◆ SOURCE DATA:
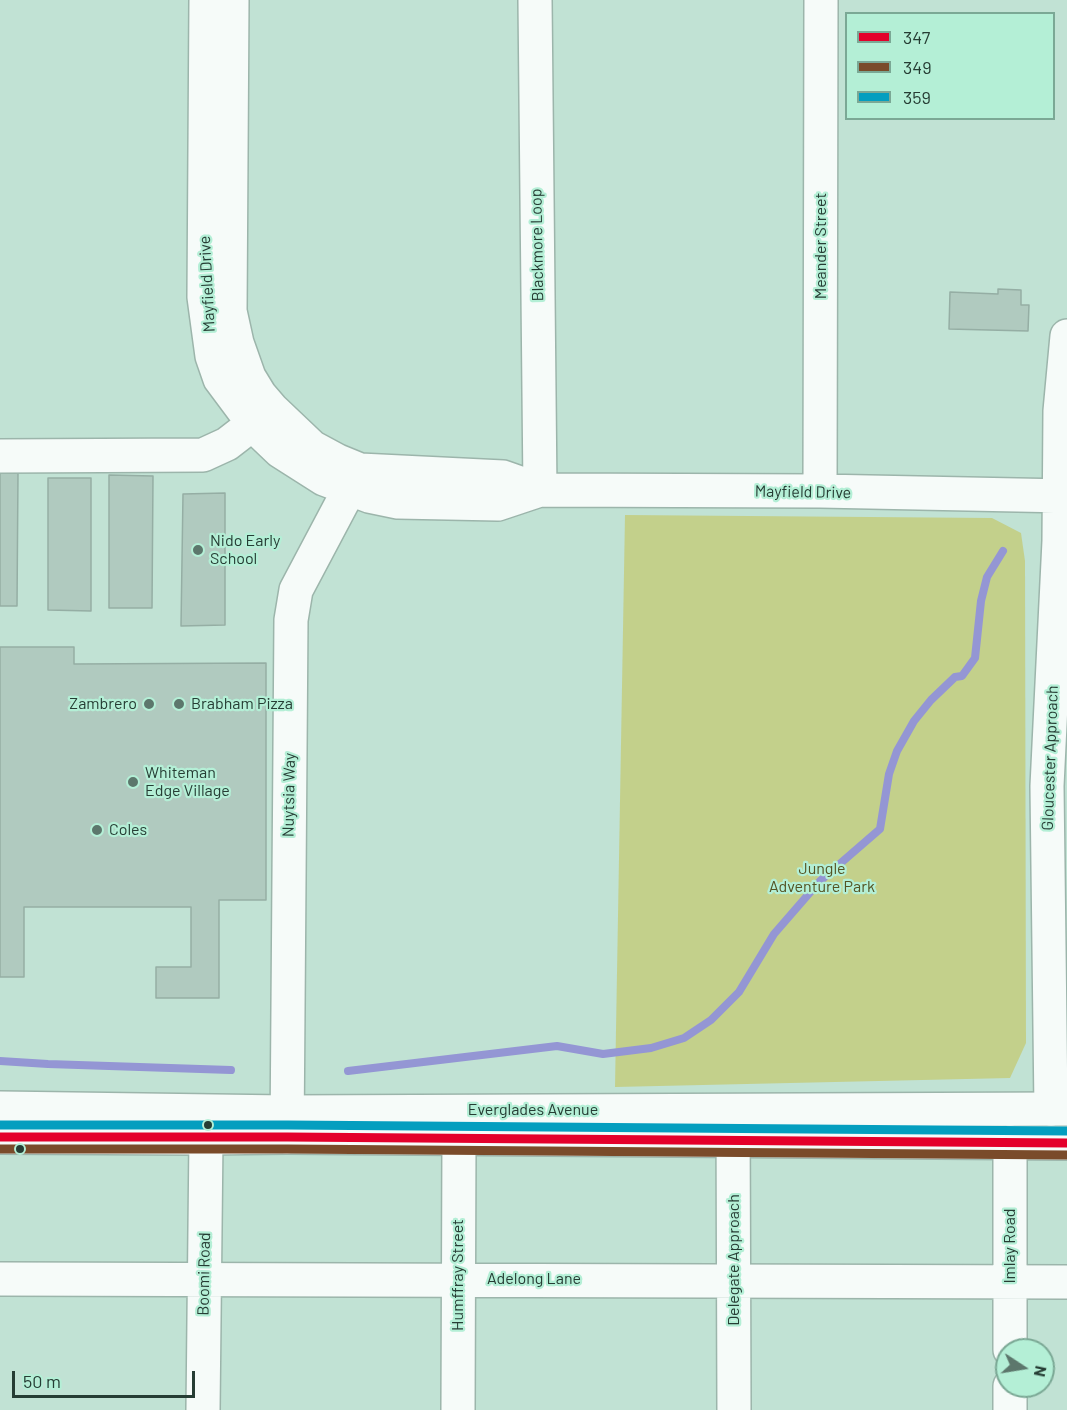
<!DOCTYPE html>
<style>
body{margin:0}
#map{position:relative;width:1067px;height:1410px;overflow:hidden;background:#c1e2d4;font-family:Barlow,sans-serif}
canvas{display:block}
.legend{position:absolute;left:845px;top:12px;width:210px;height:108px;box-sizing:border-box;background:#b4efd6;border:2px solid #7ba895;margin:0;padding:8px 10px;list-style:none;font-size:18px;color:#263d34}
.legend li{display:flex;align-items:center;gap:12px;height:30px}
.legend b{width:30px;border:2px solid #7ba895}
.north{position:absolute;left:995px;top:1338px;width:60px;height:60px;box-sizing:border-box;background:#b4efd6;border:2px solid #7ba895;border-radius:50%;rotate:102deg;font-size:16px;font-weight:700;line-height:24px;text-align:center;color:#263d34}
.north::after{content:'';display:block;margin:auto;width:21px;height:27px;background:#5c776c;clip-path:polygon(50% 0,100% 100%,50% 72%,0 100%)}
.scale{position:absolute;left:12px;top:1371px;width:183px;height:27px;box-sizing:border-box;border:3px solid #263d34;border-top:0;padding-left:8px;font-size:18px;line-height:21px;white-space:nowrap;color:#263d34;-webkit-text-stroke:4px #b4efd6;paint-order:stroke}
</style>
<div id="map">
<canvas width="1067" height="1410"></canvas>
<ul class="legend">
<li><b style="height:8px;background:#e4002b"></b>347</li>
<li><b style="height:8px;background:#7a4b2a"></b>349</li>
<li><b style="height:8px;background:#049ebf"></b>359</li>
</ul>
<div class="north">N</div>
<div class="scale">50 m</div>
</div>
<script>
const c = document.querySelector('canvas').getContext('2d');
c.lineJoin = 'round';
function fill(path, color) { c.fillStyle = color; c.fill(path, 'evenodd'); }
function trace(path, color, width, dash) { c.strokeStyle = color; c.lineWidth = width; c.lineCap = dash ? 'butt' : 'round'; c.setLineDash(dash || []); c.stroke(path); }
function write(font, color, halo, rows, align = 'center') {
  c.font = font + ' Barlow,sans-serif'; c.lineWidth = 4.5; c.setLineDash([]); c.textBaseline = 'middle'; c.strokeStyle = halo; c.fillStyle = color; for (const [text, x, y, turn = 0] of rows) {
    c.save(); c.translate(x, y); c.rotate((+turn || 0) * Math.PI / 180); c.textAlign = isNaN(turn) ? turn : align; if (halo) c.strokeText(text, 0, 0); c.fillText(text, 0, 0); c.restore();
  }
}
fill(new Path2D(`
 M625 515 992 518 1021 533 1025 561 1026 1043 1010 1078 615 1087Z`), '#c3d08b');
trace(new Path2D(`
 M0 1061 48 1064 231 1070
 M348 1071 557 1046 603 1054 651 1048 684 1038 711 1020 739 992 774 934 820 881 880 829 889 774 897 751 914 721 931 700 955 677 962 676 975 658 981 601 987 577 1003 551`), '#9496d4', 8);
const building = new Path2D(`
 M998 289 1021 290V305H1029L1028 331 949 329 950 292 998 294Z
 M0 473H18L17 606H0Z
 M109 475 153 476 152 608H109Z
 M48 478H91V611L48 610Z
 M225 493V625L181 626 183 494Z
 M0 647H74V664L266 663V900H219V998H156V967H191V907H24V977H0Z`);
fill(building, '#b0cabf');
trace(building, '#95aea4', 1.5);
const minor = new Path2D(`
 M206 0 204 297 212 356 220 379 258 430 280 451 324 479 369 496 398 502 498 504 540 490
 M232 0 230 311 237 343 249 377 260 395 272 409 312 447 338 461 360 470 503 477 540 490 820 491 1067 496
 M535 0 540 490
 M0 456 203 455 227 444 271 410
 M820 491 821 0
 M1051 1109 1047 786 1059 541 1060 411 1067 336
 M733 1111 734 1410
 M287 1137 291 620 296 590 359 471
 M1010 1142V1350
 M0 1279 1067 1282
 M203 1410 206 1138
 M458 1410 459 1139
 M1010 1410V1386`);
const major = new Path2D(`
 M0 1108 286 1112 1067 1109
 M0 1137 206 1138 287 1137 1067 1143`);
trace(minor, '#9cb5ab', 36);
trace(major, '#9cb5ab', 36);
trace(minor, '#f6fbf9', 33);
trace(major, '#f6fbf9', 33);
trace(new Path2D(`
 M0 1137H287L1067 1143`), '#e4002b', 9);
trace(new Path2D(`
 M0 1149H287L1067 1155`), '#7a4b2a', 9);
trace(new Path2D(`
 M0 1125H287L1067 1131`), '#049ebf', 9);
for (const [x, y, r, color] of [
 [198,550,6,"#5c776c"],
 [149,704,6,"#5c776c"],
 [179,704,6,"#5c776c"],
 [133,782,6,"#5c776c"],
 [97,830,6,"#5c776c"],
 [208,1125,5,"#263d34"],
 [20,1149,5,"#263d34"]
]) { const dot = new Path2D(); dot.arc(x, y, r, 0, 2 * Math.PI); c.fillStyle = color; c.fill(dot); trace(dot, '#b4efd6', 2); }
write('16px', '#263d34', '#b4efd6', [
 ["Blackmore Loop",537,245,-91],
 ["Meander Street",821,246,-90],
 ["Mayfield Drive",207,284,-93],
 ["Mayfield Drive",803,492,1],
 ["Gloucester Approach",1050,758,-88],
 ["Nuytsia Way",289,795,-89],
 ["Everglades Avenue",533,1110],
 ["Imlay Road",1010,1246,-90],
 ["Delegate Approach",734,1260,-90],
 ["Boomi Road",204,1274,-89],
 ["Humffray Street",458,1275,-90],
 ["Adelong Lane",534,1279]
]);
write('16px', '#263d34', '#b4efd6', [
 ["Nido Early",210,541],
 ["School",210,559],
 ["Zambrero",137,704,"right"],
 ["Brabham Pizza",191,704],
 ["Whiteman",145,773],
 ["Edge Village",145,791],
 ["Coles",109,830]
], 'left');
write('16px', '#545323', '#b4efd6', [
 ["Jungle",822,869],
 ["Adventure Park",822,887]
]);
</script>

◆ GOAL OF THE EXERCISE: Which lines of the records contain "canvas"? Show each of them.

◆ ANSWER TO THE PROBLEM:
canvas{display:block}
<canvas width="1067" height="1410"></canvas>
const c = document.querySelector('canvas').getContext('2d');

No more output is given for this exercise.